[Question] Confusion about DID creation process

w3c / did-core

W3C Decentralized Identifier Specification v1.0

https://www.w3.org/TR/did-core/

Other

407 stars 95 forks source link

[Question] Confusion about DID creation process #825

Closed Michele971 closed 2 years ago

Michele971 commented 2 years ago

I don't understand who will have the power to create a new identifier? Every user could create their own DID themselves? What ensures us that these DIDs are unique globally?

Has DID already become a W3C standard?

talltree commented 2 years ago

@Michele971 A core concept of DIDs as decentralized identifiers is that they can be cryptographically generated (analogous to the way that UUIDs are machine-generated), so they can be globally unique to a very high degree of probability without needing a centralized registry. See section 8.1 of the DID 1.0 specification, which is in the final process of full W3C standardization.

kdenhartog commented 2 years ago

We should probably be careful stating that they are cryptographically generated these days. While that's true for almost all methods today, section 8.1 doesn't define it that way. Instead it states that they need to be globally unique, but not requiring cryptographic generation as the method which in turn means it's up to the method to define how that requirement is met.

For example @Michele971, in did:web the method relies upon the domain name system to guarantee the identifiers are globally unique while in turn accepting tradeoffs in other areas. I'm fairly certain that in every other method I've looked at though they're relying on cryptographic generation to meet this requirement since it's the best method to not have to compromise decentralization for global uniqueness.

talltree commented 2 years ago

@kdenhartog You are right; I updated my comment to reflect that they "can be" cryptographically generated, not that they have to be.

Michele971 commented 2 years ago

@kdenhartog thank you guys. So if I am a Company, I can create my DIDs. The only things that I have to ensure is that DIDs have to be unique. Right?

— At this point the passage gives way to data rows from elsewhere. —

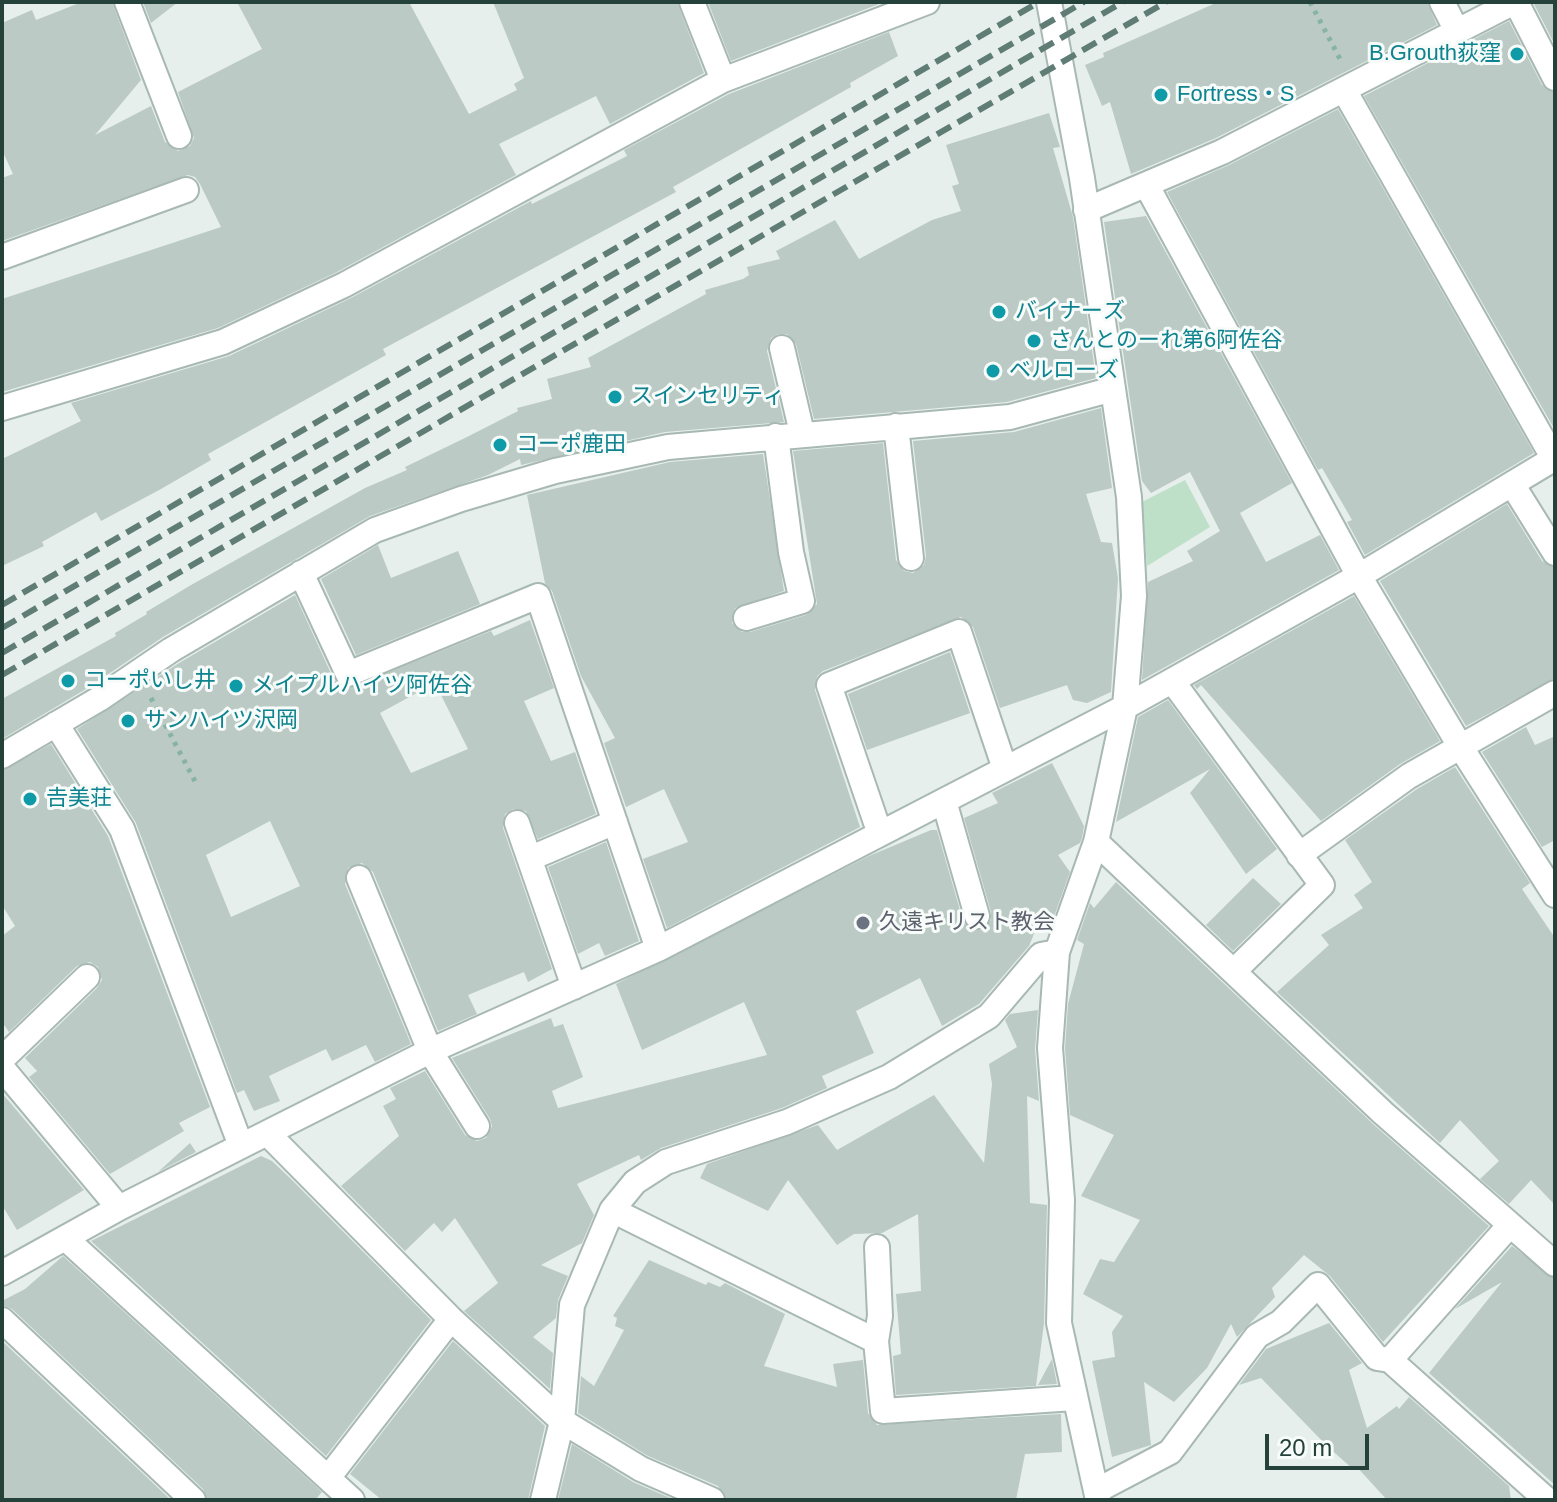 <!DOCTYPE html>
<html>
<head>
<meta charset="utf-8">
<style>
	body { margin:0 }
	#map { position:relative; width:1557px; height:1502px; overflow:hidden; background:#e6efeb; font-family:Arial,sans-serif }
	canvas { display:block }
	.frame { position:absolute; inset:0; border:4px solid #24423a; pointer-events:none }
	.scale { position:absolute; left:1265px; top:1434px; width:104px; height:36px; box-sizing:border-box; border:4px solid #24423a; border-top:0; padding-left:10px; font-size:24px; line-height:28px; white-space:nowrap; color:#24423a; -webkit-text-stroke:6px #f7fbf9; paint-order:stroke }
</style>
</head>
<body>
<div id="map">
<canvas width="1557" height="1502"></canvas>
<div class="frame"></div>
<div class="scale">20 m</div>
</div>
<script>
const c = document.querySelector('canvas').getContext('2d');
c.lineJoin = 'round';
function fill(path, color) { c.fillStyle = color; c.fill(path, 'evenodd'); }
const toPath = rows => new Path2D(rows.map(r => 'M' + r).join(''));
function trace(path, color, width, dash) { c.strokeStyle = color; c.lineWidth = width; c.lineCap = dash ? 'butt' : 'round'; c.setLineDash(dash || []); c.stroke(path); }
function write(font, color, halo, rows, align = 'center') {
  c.font = font + ' Arial,"Noto Sans JP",sans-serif'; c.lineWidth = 6; c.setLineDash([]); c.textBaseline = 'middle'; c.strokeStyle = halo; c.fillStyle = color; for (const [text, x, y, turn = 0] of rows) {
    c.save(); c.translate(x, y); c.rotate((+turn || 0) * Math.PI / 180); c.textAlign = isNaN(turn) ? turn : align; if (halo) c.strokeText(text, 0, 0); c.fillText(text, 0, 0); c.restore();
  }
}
const green = toPath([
	[1185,480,1210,527,1147,566,1142,502]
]);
const building = toPath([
	[82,2,112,2,141,80,95,135,151,106,165,142,178,151,190,146,194,138,178,92,262,49,237,2,409,2,469,114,517,90,514,84,524,78,493,2,677,2,704,73,610,124,596,96,499,144,516,175,337,272,218,328,2,392,2,299,221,227,200,184,195,177,188,175,2,241,2,178,13,174,2,150,2,23,32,10,36,20],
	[143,2,178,2,151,23],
	[708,2,878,2,879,4,731,61],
	[1218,2,1427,2,1437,25,1216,138,1131,174,1110,102,1102,106,1085,65,1104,57,1103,53],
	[1533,2,1555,2,1555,45],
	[1509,21,1542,85,1555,93,1555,430,1364,96],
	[889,32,898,56,850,83,851,87,673,187,676,192,383,349,386,355,208,454,211,460,161,489,101,521,96,512,42,542,44,546,2,566,2,459,81,421,71,403,229,356,351,298,531,201,532,204,627,156,624,150,729,94],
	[1338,109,1534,453,1365,555,1347,522,1352,520,1322,468,1318,470,1167,192,1229,165],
	[1049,113,1060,147,1053,148,1073,217,1096,378,1007,402,814,419,796,344,787,334,778,334,771,338,767,351,784,422,665,432,521,465,520,459,488,475,370,516,163,637,91,686,2,739,2,699,116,636,115,633,147,614,146,612,191,585,365,488,407,470,405,467,467,437,518,411,517,408,552,399,547,379,591,367,588,358,706,294,705,290,743,279,749,275,747,267,780,259,776,251,835,220,859,259,932,220,961,211,952,186,959,184,946,145],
	[1146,216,1292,483,1240,513,1266,562,1320,535,1339,570,1142,680,1148,582,1193,561,1187,551,1220,531,1190,472,1151,493,1142,481,1104,222],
	[1101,408,1112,488,1086,494,1101,542,1112,543,1118,578,1111,692,1087,703,1073,700,1067,685,1000,708,973,627,961,617,823,671,817,676,815,690,860,827,667,928,643,859,688,842,664,789,626,807,604,743,615,738,581,676,552,591,545,583,527,495,670,462,763,454,784,591,735,608,732,623,742,632,750,632,806,615,817,604,793,451,883,443,896,560,904,571,913,573,924,565,926,556,913,441,1014,432],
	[1507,504,1542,561,1555,568,1555,678,1466,726,1380,581],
	[378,545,391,578,458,551,480,604,356,655,321,579],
	[295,595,334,680,347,689,491,631,494,636,530,620,554,688,524,701,551,761,575,752,596,814,538,839,526,811,513,809,505,814,503,828,552,969,528,982,524,972,468,995,477,1014,438,1031,373,872,362,863,348,868,345,884,411,1044,375,1062,366,1045,332,1061,326,1049,269,1076,280,1101,254,1111,244,1090,237,1093,136,823,77,729,179,663],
	[435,683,468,749,411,773,380,713],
	[270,821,300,886,231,917,206,855],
	[1354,596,1440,741,1400,764,1321,821,1201,685,1197,689,1194,685],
	[950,652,970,713,867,750,848,694],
	[1168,700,1277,849,1246,874,1190,793,1210,769,1116,822,1138,717],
	[1526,727,1535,745,1555,736,1555,840,1542,847,1482,752],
	[51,744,108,836,210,1107,179,1123,184,1131,110,1174,29,1077,37,1071,25,1058,97,988,102,980,98,967,90,962,77,966,9,1032,2,1022,2,936,15,926,2,905,2,771],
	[1052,763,1084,826,1082,838,1080,843,1058,855,1070,872,1051,925,1040,919,1029,946,979,1004,942,1026,920,978,856,1011,874,1053,822,1076,827,1088,782,1108,661,1148,641,1160,639,1155,577,1184,594,1215,582,1243,541,1265,568,1276,558,1300,556,1318,533,1337,553,1353,550,1389,464,1311,498,1283,455,1218,442,1232,434,1223,405,1251,341,1186,399,1136,383,1106,396,1099,390,1088,425,1071,465,1135,477,1141,486,1138,492,1126,490,1119,452,1058,551,1018,554,1027,563,1024,583,1077,552,1091,558,1108,767,1055,744,1002,642,1050,616,984,869,856,931,830,937,830,963,921,973,930,982,930,991,920,991,912,964,818,998,803,992,793],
	[1455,767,1530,883,1522,889,1555,938,1555,1205,1531,1180,1509,1204,1480,1179,1499,1161,1460,1120,1440,1143,1277,992,1329,945,1321,935,1363,908,1354,895,1372,882,1345,840,1417,789],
	[606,842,639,941,605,956,599,943,578,954,548,867],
	[1253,878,1281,904,1233,951,1206,925],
	[1116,882,1373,1124,1489,1226,1383,1342,1330,1276,1304,1255,1272,1288,1275,1297,1237,1337,1231,1324,1207,1368,1174,1402,1144,1382,1151,1445,1112,1457,1092,1361,1115,1357,1112,1332,1123,1316,1083,1294,1100,1259,1114,1262,1140,1220,1081,1196,1114,1135,1070,1115,1065,1048,1068,1004,1084,944,1077,940,1090,903,1094,908],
	[1038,1010,1035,1049,1039,1101,1027,1096,1030,1203,1047,1205,1044,1323,1036,1386,896,1395,893,1356,901,1354,896,1294,921,1291,918,1214,882,1233,854,1234,837,1245,788,1180,768,1211,700,1178,707,1164,818,1125,837,1150,934,1095,984,1163,992,1084,989,1064,1017,1047,1005,1020,1010,1014],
	[2,1093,84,1190,17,1230,2,1205],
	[190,1143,196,1152,158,1172],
	[261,1156,272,1161,292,1180,431,1320,326,1456,91,1241],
	[1512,1246,1555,1279,1555,1485,1429,1373,1502,1282,1455,1309],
	[63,1256,322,1492,315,1500,208,1500,203,1489,12,1309,2,1305,2,1301,25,1289],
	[649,1260,706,1285,708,1282,720,1287,725,1283,785,1314,764,1366,837,1387,833,1364,863,1360,868,1413,877,1425,1061,1414,1062,1452,1025,1454,1016,1500,727,1500,718,1486,648,1456,578,1413,581,1376,594,1386,624,1330,615,1326,617,1318,613,1316],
	[1329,1323,1362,1363,1349,1370,1367,1428,1397,1406,1399,1409,1409,1397,1509,1486,1511,1500,1387,1500,1356,1466,1353,1469,1328,1447,1261,1378,1239,1385,1266,1349],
	[2,1341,171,1500,2,1500],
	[453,1341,545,1426,528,1500,382,1500,350,1474],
	[1052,1359,1057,1384,1038,1385],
	[572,1444,633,1482,675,1500,558,1500]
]);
const path = toPath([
	[1310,2,1340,59],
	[151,698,197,785]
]);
const minor = toPath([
	[127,2,179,136],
	[692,2,723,80],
	[1049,2,1082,178,1113,389,1129,497,1134,596,1125,707,1096,842,1057,952,1050,1048,1062,1200,1059,1323,1098,1500],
	[1442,2,1457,31],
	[1516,2,1555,78],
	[1344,90,1554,459],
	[1147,186,1359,576,1460,746,1555,895],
	[1086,210,1222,152,1514,2],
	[2,257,186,190],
	[782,348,802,433],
	[2,408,223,342,344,285,723,80,927,2],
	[896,426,911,558],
	[1512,484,1555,553],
	[301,573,348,674,538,596,658,949],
	[746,618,802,601,791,552,776,436],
	[1173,682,1322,885,1234,971],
	[56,724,122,829,241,1146],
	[2,756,99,699,171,650,375,530,461,499,555,471,668,447,1010,417,1113,389],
	[944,801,977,916],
	[517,823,574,987],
	[880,834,829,685,959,632,1005,769],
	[1096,842,1383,1113,1555,1264],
	[1299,855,1409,776,1555,693],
	[531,858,615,822],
	[359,878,430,1051,477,1126],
	[2,1059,87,977],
	[2,1068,119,1208],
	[267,1133,451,1319,562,1421,641,1469,712,1500],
	[612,1210,876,1341,883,1411,1074,1398],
	[65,1238,352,1500],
	[2,1273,119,1208,267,1133,430,1051,658,949,1125,707,1359,576,1555,458],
	[2,1320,193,1500],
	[876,1341,880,1316,877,1247],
	[1390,1360,1509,1226],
	[328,1478,451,1319],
	[1096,1491,1170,1452,1257,1336,1281,1322,1318,1285,1377,1358,1390,1360,1547,1500],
	[543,1500,562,1421,572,1305,612,1210,635,1182,666,1162,787,1122,889,1077,989,1016,1041,955,1057,952]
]);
const rail = toPath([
	[2,605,1039,2],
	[2,628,1084,2],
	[2,653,1123,2],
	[2,675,1166,2]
]);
const markers = [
	[1517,54,8,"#0f9aa8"],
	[1161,95,8,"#0f9aa8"],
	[999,312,8,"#0f9aa8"],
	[1034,341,8,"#0f9aa8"],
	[993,371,8,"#0f9aa8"],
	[615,397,8,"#0f9aa8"],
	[500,445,8,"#0f9aa8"],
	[68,681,8,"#0f9aa8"],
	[236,686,8,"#0f9aa8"],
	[128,721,8,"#0f9aa8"],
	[30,799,8,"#0f9aa8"],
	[863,923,8,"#6b7280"]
];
const cultureNames = [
	["B.Grouth荻窪",1501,54,"right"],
	["Fortress・S",1177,95],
	["バイナーズ",1015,312],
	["さんとのーれ第6阿佐谷",1050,341],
	["ベルローズ",1009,371],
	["スインセリティ",631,397],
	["コーポ鹿田",516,445],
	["コーポいし井",84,681],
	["メイプルハイツ阿佐谷",252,686],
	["サンハイツ沢岡",144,721],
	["𠮷美荘",46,799]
];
const worshipNames = [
	["久遠キリスト教会",879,923]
];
fill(green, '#bfe0c8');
fill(building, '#bbcac4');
trace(minor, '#a8b8b2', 28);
trace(path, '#86b3a5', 5, [4, 6]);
trace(minor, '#fff', 24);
trace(rail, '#5f7d75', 6, [16, 8]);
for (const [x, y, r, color] of markers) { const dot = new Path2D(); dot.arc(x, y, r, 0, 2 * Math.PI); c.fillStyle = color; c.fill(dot); trace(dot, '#f7fbf9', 3); }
write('22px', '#0d838f', '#f7fbf9', cultureNames, 'left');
write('22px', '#5b616d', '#f7fbf9', worshipNames, 'left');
</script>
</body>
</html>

peacekeeper commented 2 years ago

@Michele971 Yes if you are a company, then you can create a DID for the company itself. And individuals (your customers, employees, or anyone else in the world) can also create their own DIDs.

But I think it is not helpful to think that a company creates DIDs for others, or that a company ensures that DIDs are unique.

It is the DID technology itself (or to be precise, the DID methods) that ensure that DIDs are unique. If your company, or some individuals, create a new DID, then it WILL be unique. This is ensured by the design of the DID methods themselves, and by the cryptography that is typically (not always) used.

Michele971 commented 2 years ago

@peacekeeper Got it! Thank you, very helpful!!